• _What you should do_:
Reproduce the entries exactly as they appear below.

• _Stored data_:
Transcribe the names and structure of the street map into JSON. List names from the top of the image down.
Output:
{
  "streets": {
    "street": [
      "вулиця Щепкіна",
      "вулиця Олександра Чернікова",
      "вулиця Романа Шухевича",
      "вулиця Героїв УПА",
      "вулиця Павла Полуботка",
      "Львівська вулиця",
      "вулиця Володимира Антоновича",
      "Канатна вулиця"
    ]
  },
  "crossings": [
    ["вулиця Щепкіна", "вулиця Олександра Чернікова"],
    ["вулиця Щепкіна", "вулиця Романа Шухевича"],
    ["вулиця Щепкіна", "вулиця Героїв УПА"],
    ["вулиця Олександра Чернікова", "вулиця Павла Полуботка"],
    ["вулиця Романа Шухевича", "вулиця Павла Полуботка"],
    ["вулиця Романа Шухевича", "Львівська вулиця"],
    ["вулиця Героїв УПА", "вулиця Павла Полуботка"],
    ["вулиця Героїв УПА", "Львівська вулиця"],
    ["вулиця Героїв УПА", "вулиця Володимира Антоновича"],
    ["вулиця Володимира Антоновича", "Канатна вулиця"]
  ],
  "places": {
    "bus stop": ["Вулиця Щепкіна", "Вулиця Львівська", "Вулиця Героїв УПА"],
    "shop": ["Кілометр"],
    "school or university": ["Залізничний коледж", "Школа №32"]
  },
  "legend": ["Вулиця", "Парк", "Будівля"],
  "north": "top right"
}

• _Response to the task_:
Transcribe the names and structure of the street map into JSON. List names from the top of the image down.
Output:
{
  "streets": {
    "street": [
      "вулиця Щепкіна",
      "вулиця Олександра Чернікова",
      "вулиця Романа Шухевича",
      "вулиця Героїв УПА",
      "вулиця Павла Полуботка",
      "Львівська вулиця",
      "вулиця Володимира Антоновича",
      "Канатна вулиця"
    ]
  },
  "crossings": [
    ["вулиця Щепкіна", "вулиця Олександра Чернікова"],
    ["вулиця Щепкіна", "вулиця Романа Шухевича"],
    ["вулиця Щепкіна", "вулиця Героїв УПА"],
    ["вулиця Олександра Чернікова", "вулиця Павла Полуботка"],
    ["вулиця Романа Шухевича", "вулиця Павла Полуботка"],
    ["вулиця Романа Шухевича", "Львівська вулиця"],
    ["вулиця Героїв УПА", "вулиця Павла Полуботка"],
    ["вулиця Героїв УПА", "Львівська вулиця"],
    ["вулиця Героїв УПА", "вулиця Володимира Антоновича"],
    ["вулиця Володимира Антоновича", "Канатна вулиця"]
  ],
  "places": {
    "bus stop": ["Вулиця Щепкіна", "Вулиця Львівська", "Вулиця Героїв УПА"],
    "shop": ["Кілометр"],
    "school or university": ["Залізничний коледж", "Школа №32"]
  },
  "legend": ["Вулиця", "Парк", "Будівля"],
  "north": "top right"
}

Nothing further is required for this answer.